Points de vue

Le droit de n’être pas d’accord

Par Ibrahim Ramadan*

Rédigé par Ibrahim Ramadan | Lundi 13 Juin 2011 à 00:01



Beyrouth - Un des souvenirs que je garde de ma mère — qu’elle repose en paix ! — est cette histoire très éloquente, que l’on met au compte du prophète Abraham : celui-ci n’a jamais aimé manger, si ce n’est en compagnie, au point qu’il fréquentait des lieux très courus, dans l’espoir d’y trouver, parmi les clients, quelqu’un avec qui partager son repas.

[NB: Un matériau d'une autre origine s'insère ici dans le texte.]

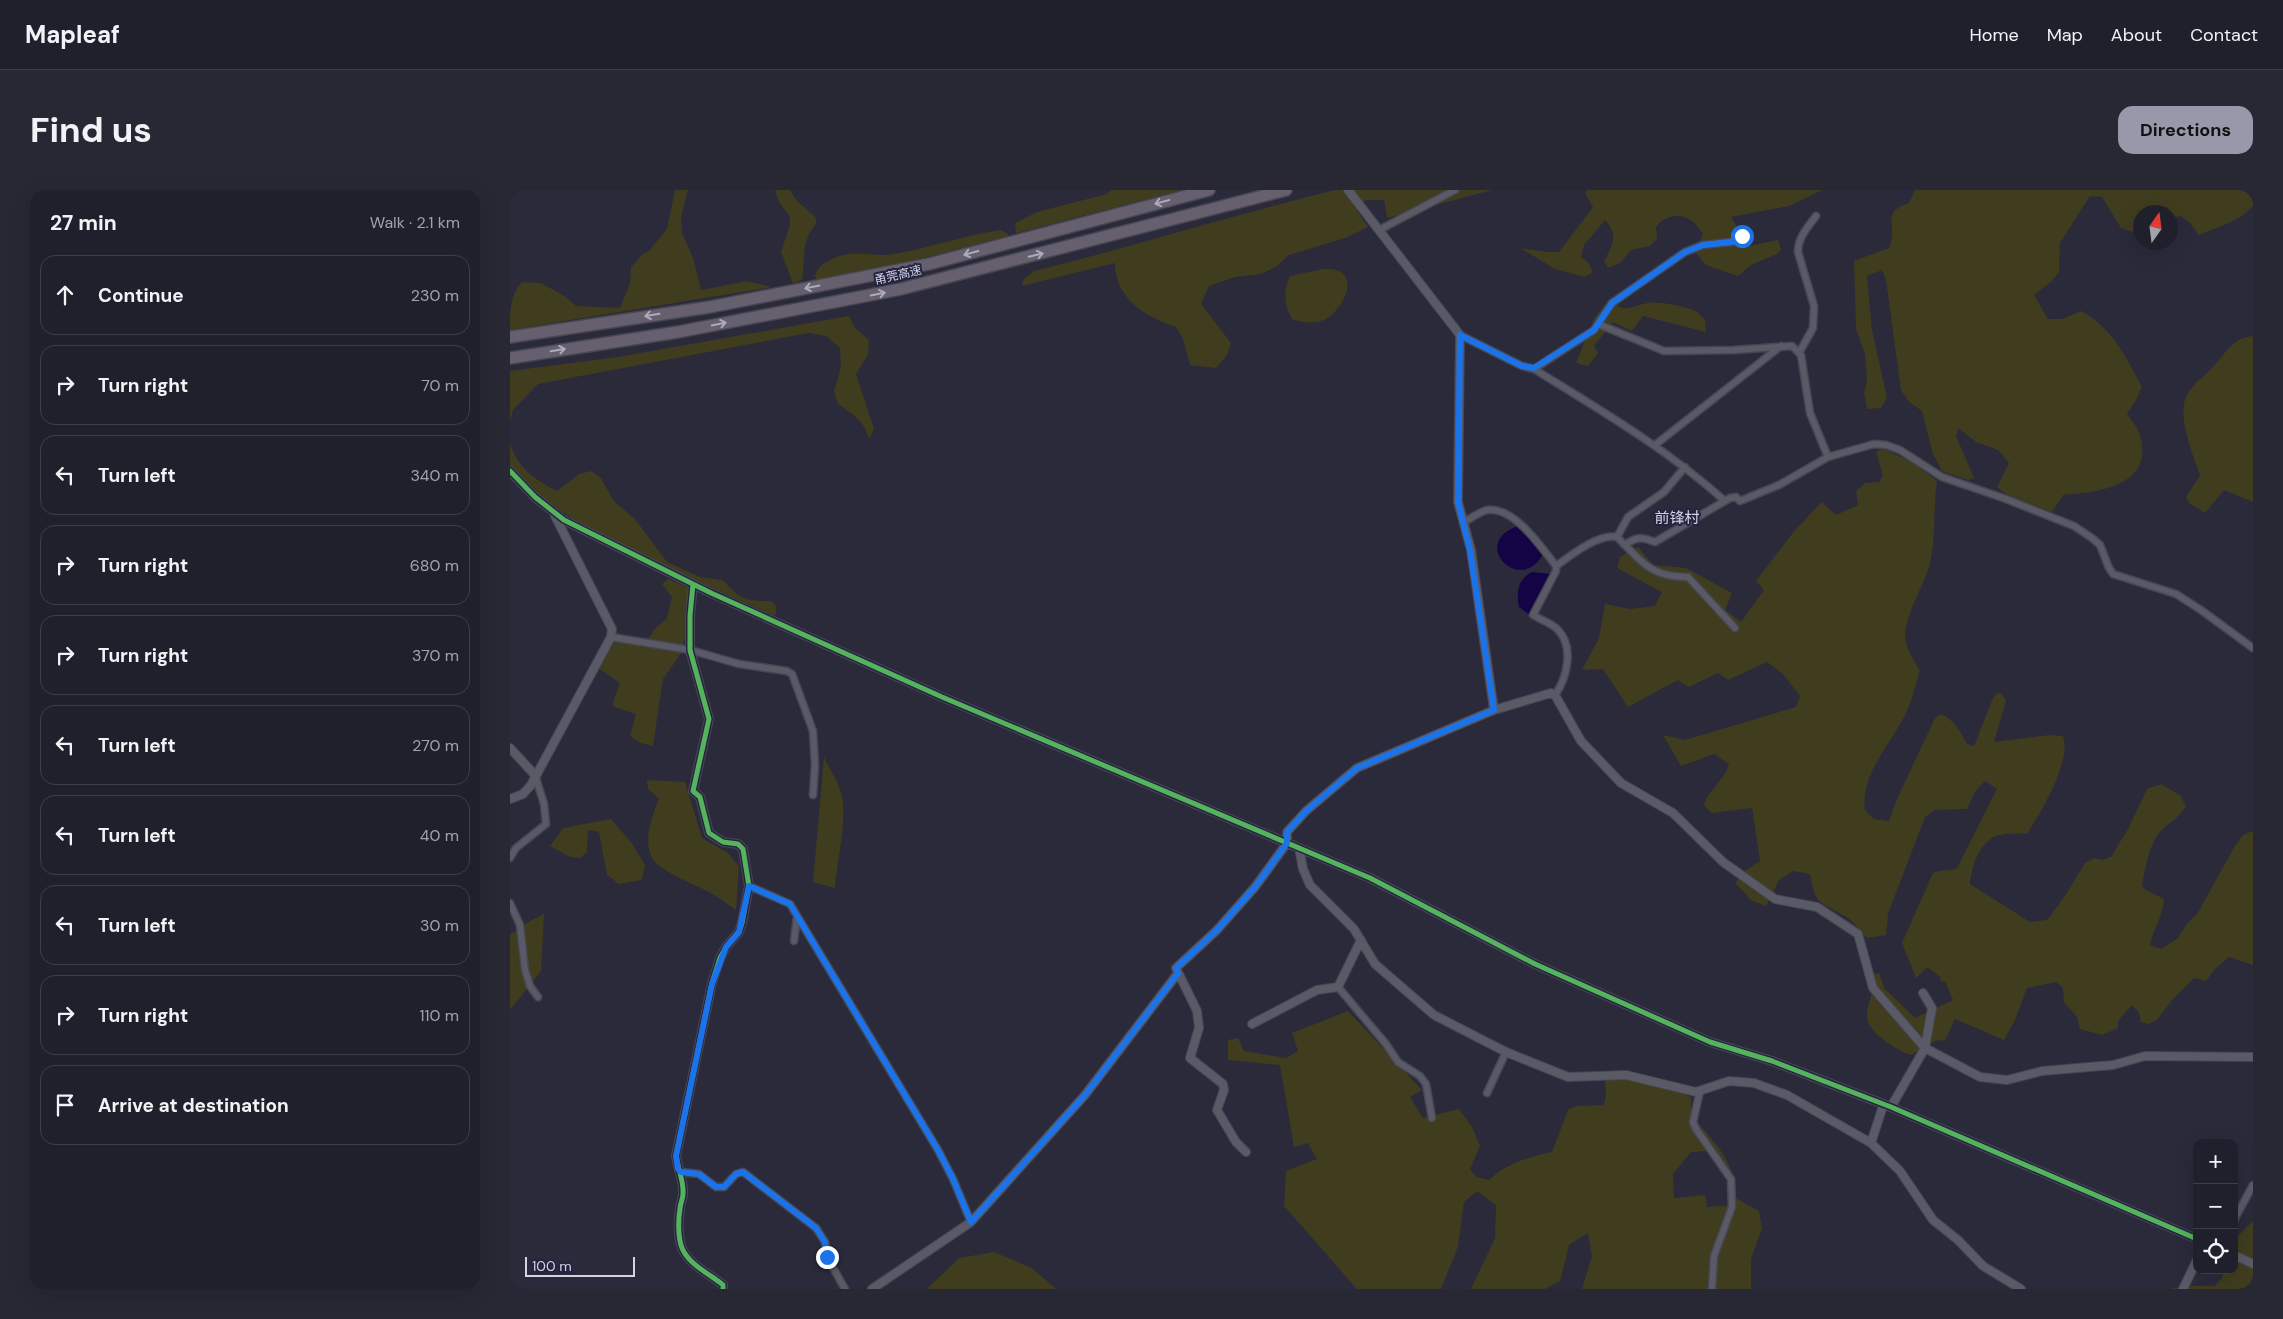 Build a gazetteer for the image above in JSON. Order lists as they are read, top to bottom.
{
  "streets": {
    "highway": ["甬莞高速"]
  },
  "districts": ["前锋村"],
  "scale_bar": "100 m",
  "north": "top",
  "page": {
    "header": "Mapleaf",
    "nav": [
      "Home",
      "Map",
      "About",
      "Contact"
    ],
    "buttons": "Directions",
    "title": "Find us",
    "heading": ["27 min", "Walk · 2.1 km"],
    "list": [
      ["Continue", "230 m"],
      ["Turn right", "70 m"],
      ["Turn left", "340 m"],
      ["Turn right", "680 m"],
      ["Turn right", "370 m"],
      ["Turn left", "270 m"],
      ["Turn left", "40 m"],
      ["Turn left", "30 m"],
      ["Turn right", "110 m"],
      "Arrive at destination"
    ],
    "map_buttons": ["+", "−"],
    "scale": "100 m"
  }
}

Un jour, cherchant quelqu’un avec qui partager son repas, il rencontra un vieil homme de plus de quatre-vingts ans. Après les formules rituelles de salutation et d’invitation, ils se mirent à table, et Abraham lui dit : “Mon frère, rendez grâces à Dieu et servez-vous.”

L’invité le regarda et répliqua : “Je ne reconnais la présence d’aucun dieu, je ne puis donc lui rendre grâces.” Irrité, Abraham tenta en vain de convaincre le vieil homme qu’il était dans l’erreur. En désespoir de cause, il lui enleva le repas et le poussa hors de sa tente.

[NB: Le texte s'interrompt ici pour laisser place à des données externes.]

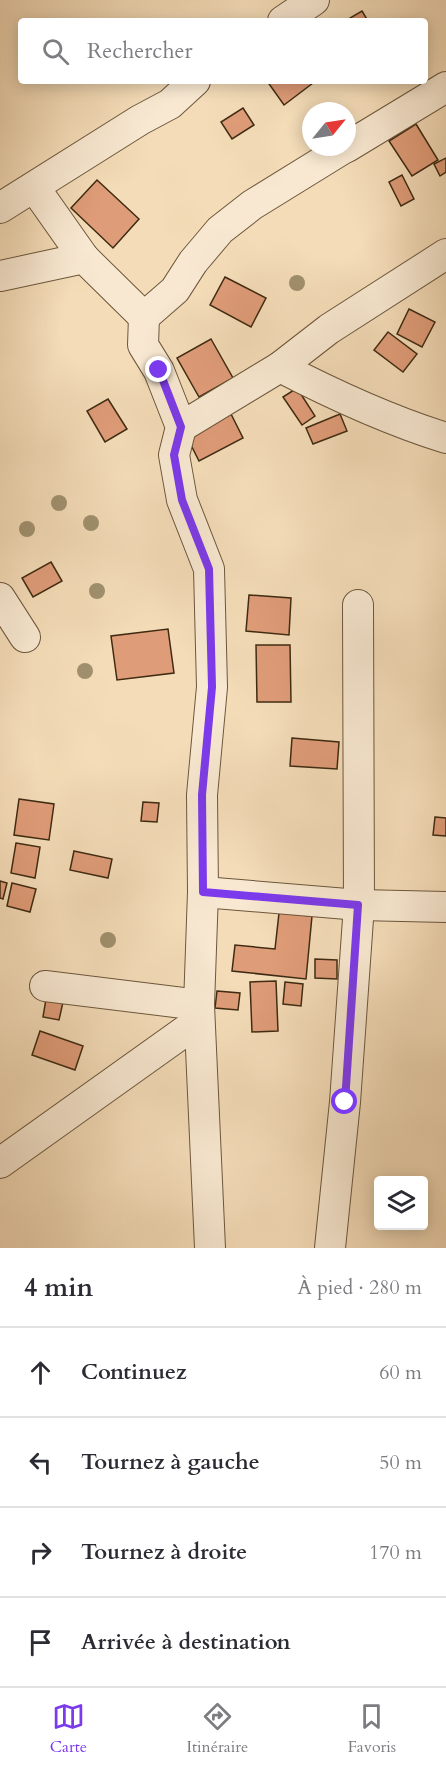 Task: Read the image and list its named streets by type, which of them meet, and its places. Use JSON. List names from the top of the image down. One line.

Lorsqu’Abraham fut seul, Dieu lui reprocha ce qu’il avait fait au vieil homme. Abraham essaya de se justifier : le vieil homme était un athée, un mécréant. Et Dieu : “Je le connais depuis 80 ans, et néanmoins je continue de veiller sur lui. Et toi, tu ne pourrais pas supporter de lui offrir un repas ?”

Abraham se précipita dehors pour aller présenter ses excuses au vieillard. Surpris, celui-ci écouta les explications d’Abraham et il lui dit : “Un dieu qui fait des reproches à un de ses fidèles pour donner raison à celui qui nie son existence est un dieu généreux.”

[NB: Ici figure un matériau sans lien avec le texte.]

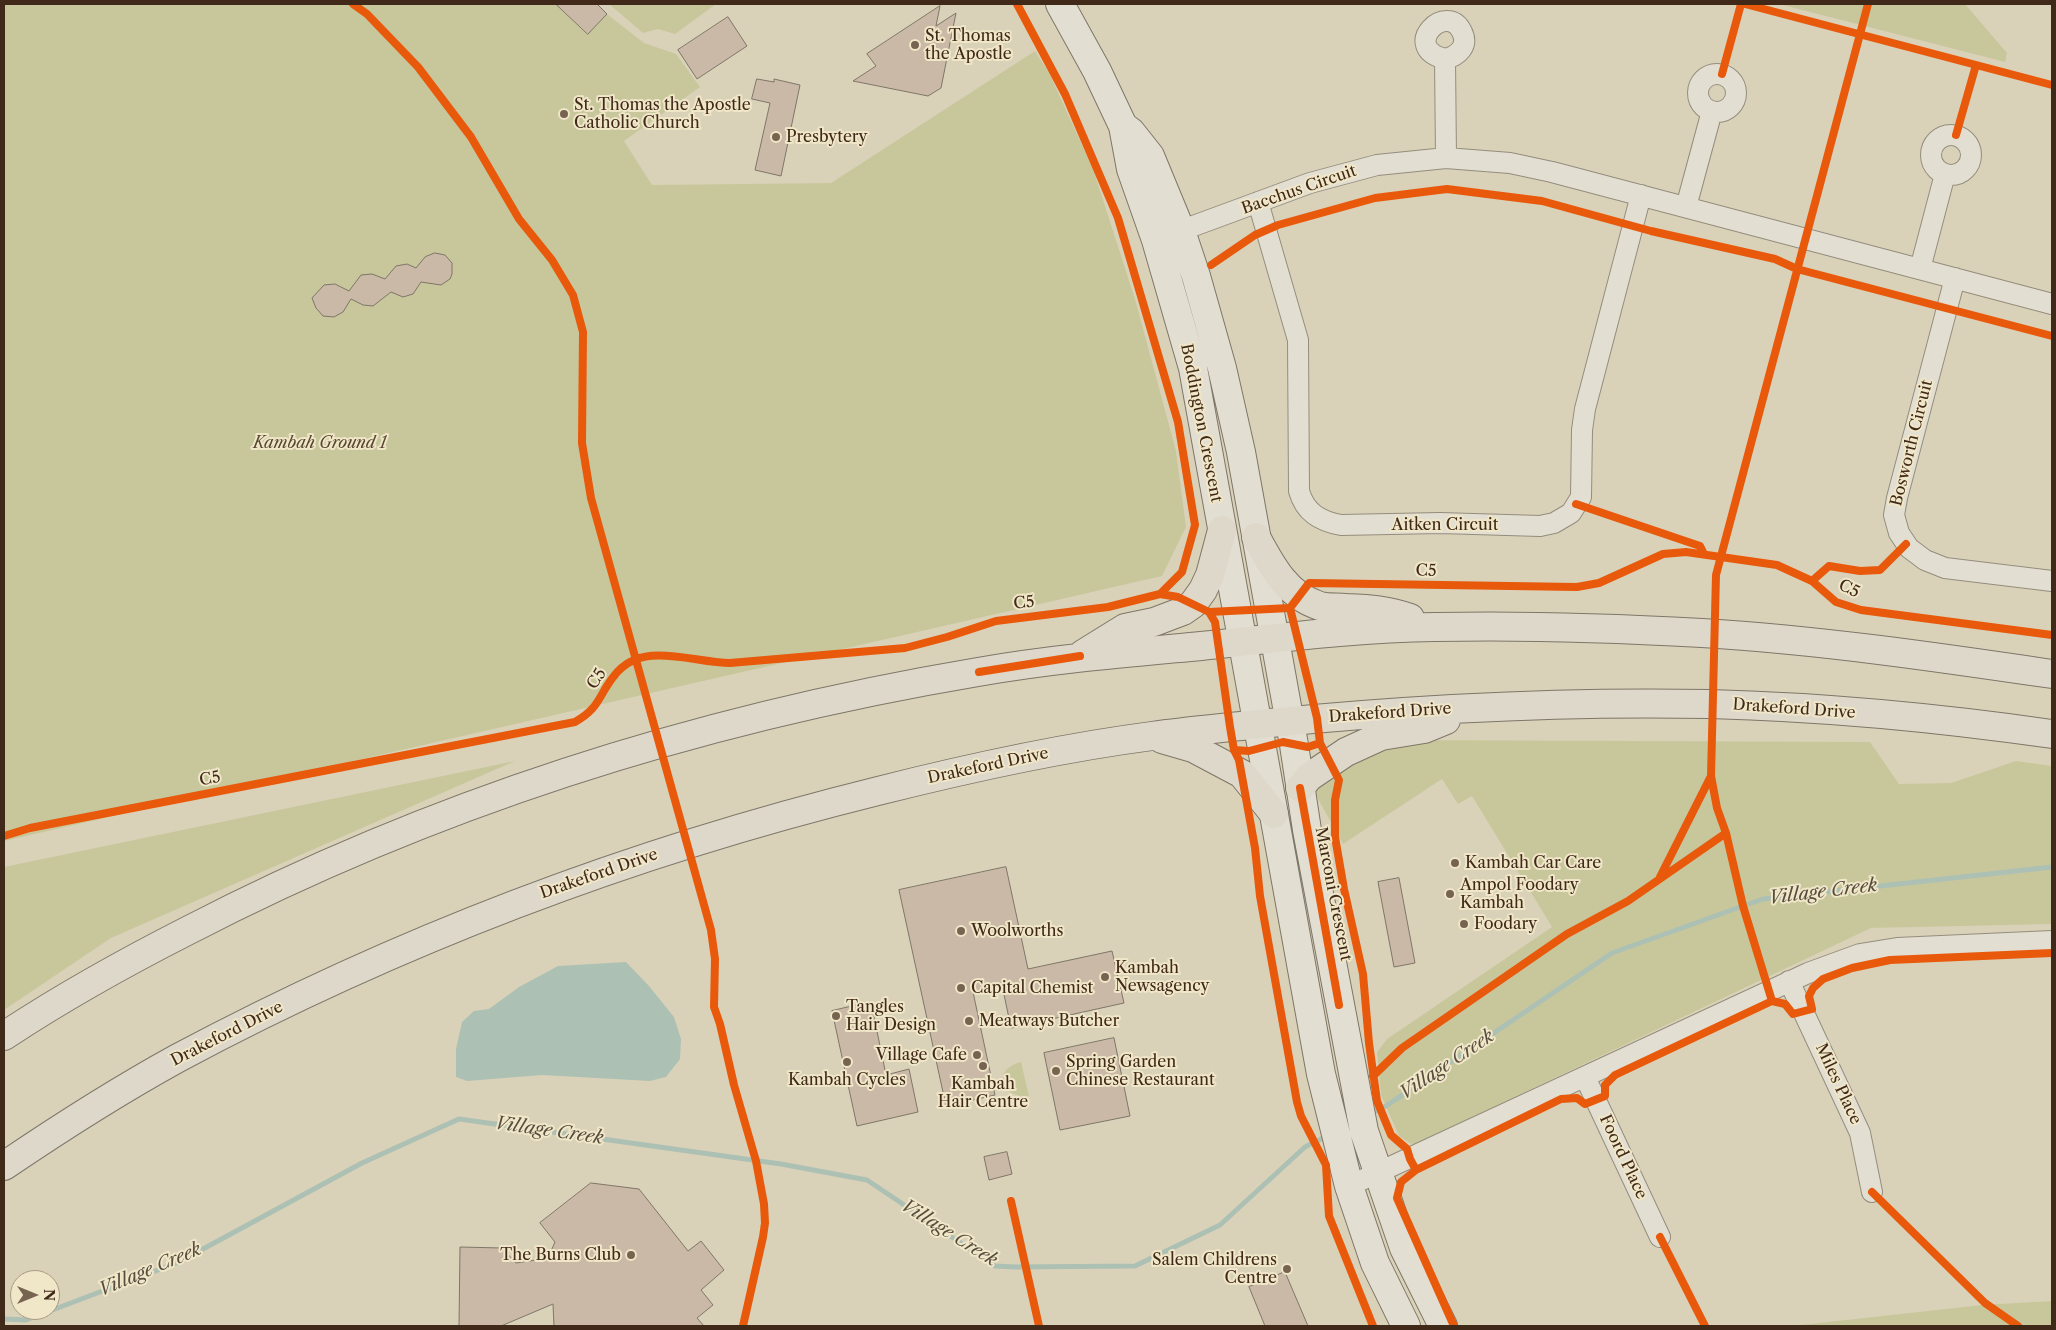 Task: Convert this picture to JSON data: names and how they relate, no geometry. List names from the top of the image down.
{
  "streets": {
    "highway": ["Drakeford Drive"],
    "street": [
      "Bacchus Circuit",
      "Boddington Crescent",
      "Bosworth Circuit",
      "Aitken Circuit",
      "Marconi Crescent",
      "Miles Place",
      "Foord Place"
    ],
    "cycle path": ["C5"]
  },
  "crossings": [
    ["Bacchus Circuit", "Boddington Crescent"],
    ["Bacchus Circuit", "Bosworth Circuit"],
    ["Bacchus Circuit", "Aitken Circuit"],
    ["Boddington Crescent", "Drakeford Drive"],
    ["Boddington Crescent", "Marconi Crescent"],
    ["Drakeford Drive", "Marconi Crescent"]
  ],
  "water": ["Village Creek"],
  "parks": ["Kambah Ground 1"],
  "places": [
    "St. Thomas the Apostle",
    "St. Thomas the Apostle Catholic Church",
    "Presbytery",
    "Kambah Car Care",
    "Ampol Foodary Kambah",
    "Foodary",
    "Woolworths",
    "Kambah Newsagency",
    "Capital Chemist",
    "Tangles Hair Design",
    "Meatways Butcher",
    "Village Cafe",
    "Kambah Cycles",
    "Kambah Hair Centre",
    "Spring Garden Chinese Restaurant",
    "The Burns Club",
    "Salem Childrens Centre"
  ],
  "north": "right"
}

Si je raconte cette histoire, ce n’est pas pour discuter de sa réalité, mais pour profiter de la leçon qu’elle nous propose.

De nombreux textes religieux nous conseillent d’honorer l’individu, quelle que soit sa religion, et de défendre le droit de chacun de choisir sa croyance sans obligation. Ces textes nous enjoignent de respecter le droit de l’autre à être différent, dans sa foi et dans ses pratiques. Car Dieu a dit : “En vérité, nous avons honoré les enfants d’Adam” (Coran, 17.3).

Ceux qui refusent le droit de l’autre à n’être pas d’accord n’ont pas compris ces textes. Ils prennent leur interprétation comme point de départ de leur propre foi, limitant le champ infini de la religion et déformant sa compassion. De la sorte, ils limitent le respect qu’on peut témoigner à leur propre religion, à cette partie-là tout au moins.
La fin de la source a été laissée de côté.